The Biomphalaria ITS locus was amplified in all Biomph91(mal) DNA samples as well as in the Bp+Sm(mal) DNA sample, and so DNA extraction and all PCR reactions were deemed successful (Fig. 4). All three target loci were amplified in the Bg+Sm(mal) sample DNA, as well as two Biomph91(mal) DNA samples, indicating infection with S. mansoni in three of all 92 (3.3%) specimens of Biomphalaria. In one of these Biompha91(mal) samples, the Schistosoma ITS locus was amplified only faintly (Fig. 4, sample B). In addition, both the Biomphalaria ITS and Trematoda ITS loci only were amplified in two Biomph91(mal) DNA samples, indicating infection with non-S. mansoni trematodes in two of all 92 (2.2%) specimens of Biomphalaria (Fig. 4). All control reactions performed as anticipated.

Fig. 4.

Fig. 4

Agarose gel image of the high throughput multiplex molecular xenomonitoring PCR assay during pilot application. Abbreviations: HL, HyperLadder 100 bp (BioLine, UK); NTC, no template ddH2O negative control; Bp, Biomphalaria pfeifferi sample DNA; Sm, Schistosoma mansoni sample DNA; Sr, S. rodhaini sample DNA. A: Bp+Sm(mal) sample infected with S. mansoni (detected during cercarial shedding); B and C: Two Biomph91(mal) samples infected with S. mansoni (not detected during cercarial shedding); D and E: Two Biomph91(mal) samples infected with Uvulifer spp. All remaining samples are Biomph91(mal) samples not found to be infected with any trematode species, including S. mansoni. GelRed loading buffer stain may affect PCR amplicon migration.
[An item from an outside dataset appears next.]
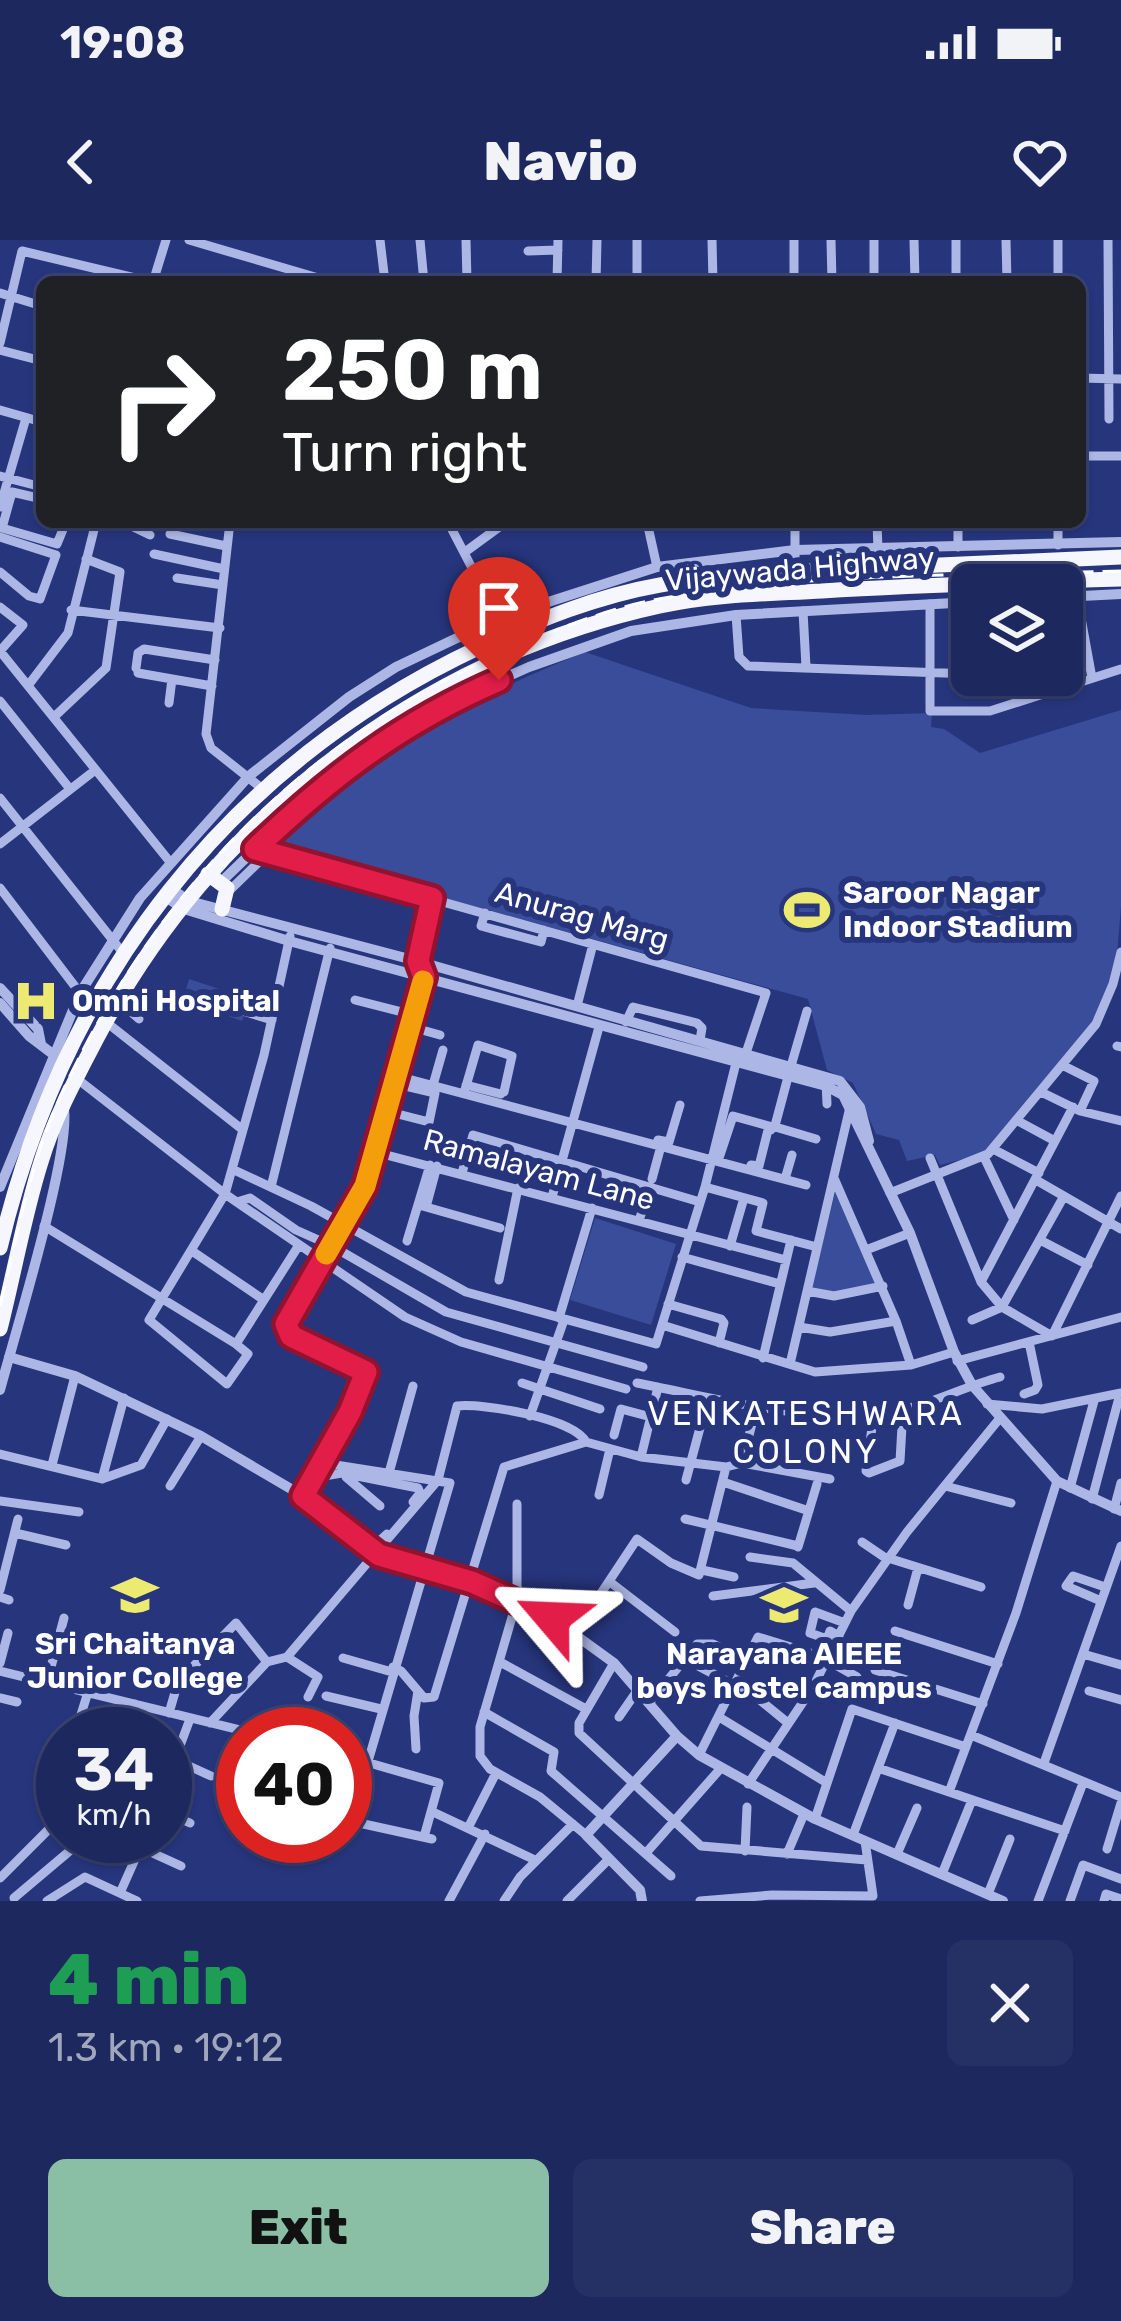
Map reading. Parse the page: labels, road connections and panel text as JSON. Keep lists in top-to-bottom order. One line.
{"streets":{"highway":["Vijaywada Highway"],"street":["Anurag Marg","Ramalayam Lane"]},"districts":["VENKATESHWARA COLONY"],"places":{"sports":["Saroor Nagar Indoor Stadium"],"hospital":["Omni Hospital"],"school or university":["Sri Chaitanya Junior College","Narayana AIEEE boys hostel campus"]},"page":{"status":"19:08","header":"Navio","turn":["250 m","Turn right"],"speed":"34 km/h","limit":"40","heading":["4 min","1.3 km · 19:12"],"buttons":["Exit","Share"]}}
Infection with S. mansoni was confirmed in all three S. mansoni-infected samples through singleplex PCR, Sanger sequencing and BLAST analysis of the S. mansoni ND5 locus, validating our molecular xenomonitoring protocol. The prevalence of S. mansoni infection in these 92 Biomphalaria freshwater snails was therefore increased from 1.1% to 3.3% through use of the multiplex molecular xenomonitoring PCR. Both trematode infections were confirmed as Uvulifer spp. (closest match GenBank: MK604882; mean percent identity score: 96.6; query cover 86.3%) through agarose gel excision, purification, Sanger sequencing and BLAST analysis of the Trematoda ITS locus. This diplostomid trematode has a three-host life-cycle: specific genera of freshwater snails including Biomphalaria (López-Hernández et al., 2019), freshwater sunfish, and piscivorous birds such as kingfishers (highly prevalent along this shoreline of Lake Malawi; Johnston, 1989).

4. Discussion

In areas of low disease endemicity, highly sensitive and reliable methods of detecting S. mansoni transmission are crucial for successful disease monitoring and control. Molecular xenomonitoring is a valuable and extremely sensitive approach that can be used to detect and monitor the transmission of vector-borne pathogens within their host vectors. Here, we aimed to develop a high throughput, easily interpreted, and reliable molecular xenomonitoring assay for the detection of S. mansoni and other trematode species within Biomphalaria spp. freshwater snail hosts.

The molecular xenomonitoring assay was successful in detecting and amplifying the ITS loci of a range of Biomphalaria and Schistosoma species. The Biomphalaria ITS locus was therefore deemed suitable as an internal DNA extraction/PCR reaction control and the ETTS2 forward and ETTS1 reverse primers were deemed capable of detecting trematode species other than S. mansoni, as also shown previously using non-Schistosoma trematode infections in Bulinus spp. freshwater snails (Pennance et al., 2020). In addition, the assay proved highly specific in detecting and amplifying the S. mansoni ND5 locus in both singleplex and multiplex reactions. Of note, the S. mansoni-specific ND5 primers did not cross-react with sister species S. rodhaini adult worm DNA at any point during these analyses.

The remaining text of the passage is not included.